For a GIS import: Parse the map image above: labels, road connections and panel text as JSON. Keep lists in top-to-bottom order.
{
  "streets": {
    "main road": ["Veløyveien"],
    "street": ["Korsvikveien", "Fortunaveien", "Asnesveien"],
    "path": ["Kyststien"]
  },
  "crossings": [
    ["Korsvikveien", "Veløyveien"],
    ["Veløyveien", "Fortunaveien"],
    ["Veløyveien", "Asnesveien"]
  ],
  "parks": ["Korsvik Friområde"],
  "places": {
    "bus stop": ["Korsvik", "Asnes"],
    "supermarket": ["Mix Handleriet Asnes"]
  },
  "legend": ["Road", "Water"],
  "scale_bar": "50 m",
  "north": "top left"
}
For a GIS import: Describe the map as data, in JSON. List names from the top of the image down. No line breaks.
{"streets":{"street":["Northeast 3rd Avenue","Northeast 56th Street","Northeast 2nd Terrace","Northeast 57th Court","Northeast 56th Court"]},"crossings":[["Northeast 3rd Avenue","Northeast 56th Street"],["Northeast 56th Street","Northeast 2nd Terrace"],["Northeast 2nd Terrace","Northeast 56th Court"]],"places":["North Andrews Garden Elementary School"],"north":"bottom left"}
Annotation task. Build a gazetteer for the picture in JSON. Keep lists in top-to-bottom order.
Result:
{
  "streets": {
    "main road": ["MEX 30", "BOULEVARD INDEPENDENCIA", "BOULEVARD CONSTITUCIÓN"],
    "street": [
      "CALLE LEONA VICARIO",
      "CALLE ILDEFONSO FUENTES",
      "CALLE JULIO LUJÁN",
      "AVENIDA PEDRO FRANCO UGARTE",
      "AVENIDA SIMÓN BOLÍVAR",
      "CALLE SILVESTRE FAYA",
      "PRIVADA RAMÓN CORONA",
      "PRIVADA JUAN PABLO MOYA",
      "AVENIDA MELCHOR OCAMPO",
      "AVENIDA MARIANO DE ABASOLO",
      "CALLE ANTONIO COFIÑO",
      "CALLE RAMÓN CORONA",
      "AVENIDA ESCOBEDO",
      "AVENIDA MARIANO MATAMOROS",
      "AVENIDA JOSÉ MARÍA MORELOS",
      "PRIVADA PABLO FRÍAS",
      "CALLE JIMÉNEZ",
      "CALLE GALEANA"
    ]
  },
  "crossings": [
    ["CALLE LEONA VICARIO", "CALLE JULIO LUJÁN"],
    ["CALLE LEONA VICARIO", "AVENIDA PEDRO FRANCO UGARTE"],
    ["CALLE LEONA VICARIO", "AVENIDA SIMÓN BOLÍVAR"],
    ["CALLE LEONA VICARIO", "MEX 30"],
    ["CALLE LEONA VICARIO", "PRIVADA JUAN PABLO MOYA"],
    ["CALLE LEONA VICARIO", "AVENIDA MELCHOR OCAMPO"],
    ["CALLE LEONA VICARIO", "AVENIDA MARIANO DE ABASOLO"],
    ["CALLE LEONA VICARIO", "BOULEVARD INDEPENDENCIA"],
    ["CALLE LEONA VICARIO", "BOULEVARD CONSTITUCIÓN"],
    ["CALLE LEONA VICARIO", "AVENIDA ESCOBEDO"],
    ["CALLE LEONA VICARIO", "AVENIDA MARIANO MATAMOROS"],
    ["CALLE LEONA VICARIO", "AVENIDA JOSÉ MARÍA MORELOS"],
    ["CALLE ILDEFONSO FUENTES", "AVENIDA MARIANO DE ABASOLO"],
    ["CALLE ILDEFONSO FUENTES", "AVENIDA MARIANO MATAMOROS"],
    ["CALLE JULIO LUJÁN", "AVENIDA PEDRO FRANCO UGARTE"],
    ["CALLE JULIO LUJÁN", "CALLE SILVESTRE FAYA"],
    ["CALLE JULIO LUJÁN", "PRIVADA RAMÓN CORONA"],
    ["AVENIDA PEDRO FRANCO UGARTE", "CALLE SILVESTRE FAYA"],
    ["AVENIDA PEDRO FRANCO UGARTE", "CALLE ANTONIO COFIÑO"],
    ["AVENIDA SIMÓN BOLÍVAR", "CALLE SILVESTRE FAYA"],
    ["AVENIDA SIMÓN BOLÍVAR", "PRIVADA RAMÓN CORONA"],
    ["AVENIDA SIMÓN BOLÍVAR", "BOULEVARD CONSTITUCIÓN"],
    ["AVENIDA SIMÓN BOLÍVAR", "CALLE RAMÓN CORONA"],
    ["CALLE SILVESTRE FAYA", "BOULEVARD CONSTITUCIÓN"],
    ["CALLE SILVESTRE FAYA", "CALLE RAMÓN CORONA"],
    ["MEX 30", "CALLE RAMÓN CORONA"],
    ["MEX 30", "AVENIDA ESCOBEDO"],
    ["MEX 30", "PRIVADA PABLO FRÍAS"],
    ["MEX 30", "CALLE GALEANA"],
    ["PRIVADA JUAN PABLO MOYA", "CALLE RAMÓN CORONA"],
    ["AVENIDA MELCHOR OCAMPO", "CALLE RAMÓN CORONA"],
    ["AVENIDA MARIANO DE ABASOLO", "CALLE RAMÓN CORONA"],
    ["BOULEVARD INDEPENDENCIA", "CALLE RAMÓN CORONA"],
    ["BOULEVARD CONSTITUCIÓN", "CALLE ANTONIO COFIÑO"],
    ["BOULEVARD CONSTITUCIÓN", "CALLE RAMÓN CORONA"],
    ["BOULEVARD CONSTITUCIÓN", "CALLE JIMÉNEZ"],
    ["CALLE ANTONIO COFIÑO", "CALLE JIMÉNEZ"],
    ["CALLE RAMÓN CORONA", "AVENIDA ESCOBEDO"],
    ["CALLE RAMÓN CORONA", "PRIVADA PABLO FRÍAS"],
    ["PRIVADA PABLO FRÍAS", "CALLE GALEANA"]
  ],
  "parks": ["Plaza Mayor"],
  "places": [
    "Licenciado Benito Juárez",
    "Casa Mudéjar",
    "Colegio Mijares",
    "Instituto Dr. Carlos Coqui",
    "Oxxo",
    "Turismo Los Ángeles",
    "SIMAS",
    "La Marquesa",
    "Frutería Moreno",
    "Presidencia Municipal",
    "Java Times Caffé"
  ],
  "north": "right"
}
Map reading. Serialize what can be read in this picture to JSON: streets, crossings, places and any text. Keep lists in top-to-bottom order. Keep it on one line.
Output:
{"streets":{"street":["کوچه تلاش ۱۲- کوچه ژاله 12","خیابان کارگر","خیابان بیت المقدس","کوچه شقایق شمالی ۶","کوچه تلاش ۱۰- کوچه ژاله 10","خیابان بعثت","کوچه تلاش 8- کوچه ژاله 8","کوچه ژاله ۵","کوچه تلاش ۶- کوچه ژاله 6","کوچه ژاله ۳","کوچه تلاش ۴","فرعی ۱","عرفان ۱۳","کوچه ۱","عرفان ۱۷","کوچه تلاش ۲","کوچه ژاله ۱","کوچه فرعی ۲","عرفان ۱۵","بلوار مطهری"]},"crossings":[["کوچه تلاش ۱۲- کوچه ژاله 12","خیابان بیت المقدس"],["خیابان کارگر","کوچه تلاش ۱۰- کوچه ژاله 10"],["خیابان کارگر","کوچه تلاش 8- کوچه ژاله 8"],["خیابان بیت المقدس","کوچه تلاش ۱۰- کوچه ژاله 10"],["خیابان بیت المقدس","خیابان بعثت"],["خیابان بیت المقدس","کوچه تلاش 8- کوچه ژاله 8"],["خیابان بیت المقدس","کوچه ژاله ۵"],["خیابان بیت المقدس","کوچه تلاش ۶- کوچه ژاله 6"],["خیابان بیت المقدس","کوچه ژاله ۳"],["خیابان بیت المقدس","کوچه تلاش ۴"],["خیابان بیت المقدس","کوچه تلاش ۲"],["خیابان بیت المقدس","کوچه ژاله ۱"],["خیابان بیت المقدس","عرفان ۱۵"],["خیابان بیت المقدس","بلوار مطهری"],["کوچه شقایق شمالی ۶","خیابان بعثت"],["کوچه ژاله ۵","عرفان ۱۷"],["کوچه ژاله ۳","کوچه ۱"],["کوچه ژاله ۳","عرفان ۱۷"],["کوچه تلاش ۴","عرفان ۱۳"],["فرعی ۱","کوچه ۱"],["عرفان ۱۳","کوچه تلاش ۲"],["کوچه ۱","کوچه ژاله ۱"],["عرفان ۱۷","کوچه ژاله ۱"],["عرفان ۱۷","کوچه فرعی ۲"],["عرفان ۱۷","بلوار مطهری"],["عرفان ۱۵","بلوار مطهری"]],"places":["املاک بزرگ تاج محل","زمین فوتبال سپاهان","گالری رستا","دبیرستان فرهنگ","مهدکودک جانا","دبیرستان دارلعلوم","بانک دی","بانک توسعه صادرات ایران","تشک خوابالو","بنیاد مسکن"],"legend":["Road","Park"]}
══════════════════════════════
→ Your goal:
From the data, list each line in which the string "MATAMOROS" appears.

→ Solution for this task:
      "AVENIDA MARIANO MATAMOROS",
    ["CALLE LEONA VICARIO", "AVENIDA MARIANO MATAMOROS"],
    ["CALLE ILDEFONSO FUENTES", "AVENIDA MARIANO MATAMOROS"],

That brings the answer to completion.